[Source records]
▶
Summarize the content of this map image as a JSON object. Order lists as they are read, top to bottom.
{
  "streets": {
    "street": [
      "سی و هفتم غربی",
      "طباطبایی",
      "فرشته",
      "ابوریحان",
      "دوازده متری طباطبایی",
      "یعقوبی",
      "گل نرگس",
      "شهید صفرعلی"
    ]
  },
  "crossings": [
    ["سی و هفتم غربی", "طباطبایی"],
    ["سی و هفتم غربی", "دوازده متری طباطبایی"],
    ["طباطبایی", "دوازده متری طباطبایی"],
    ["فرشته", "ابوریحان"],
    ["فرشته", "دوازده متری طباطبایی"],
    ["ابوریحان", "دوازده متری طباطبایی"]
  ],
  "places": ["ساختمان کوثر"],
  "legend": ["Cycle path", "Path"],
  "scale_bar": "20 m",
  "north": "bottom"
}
◀
■ What the task asks ■
List the lines of the entries that include "فرشته".

■ Problem solution ■
      "فرشته",
    ["فرشته", "ابوریحان"],
    ["فرشته", "دوازده متری طباطبایی"],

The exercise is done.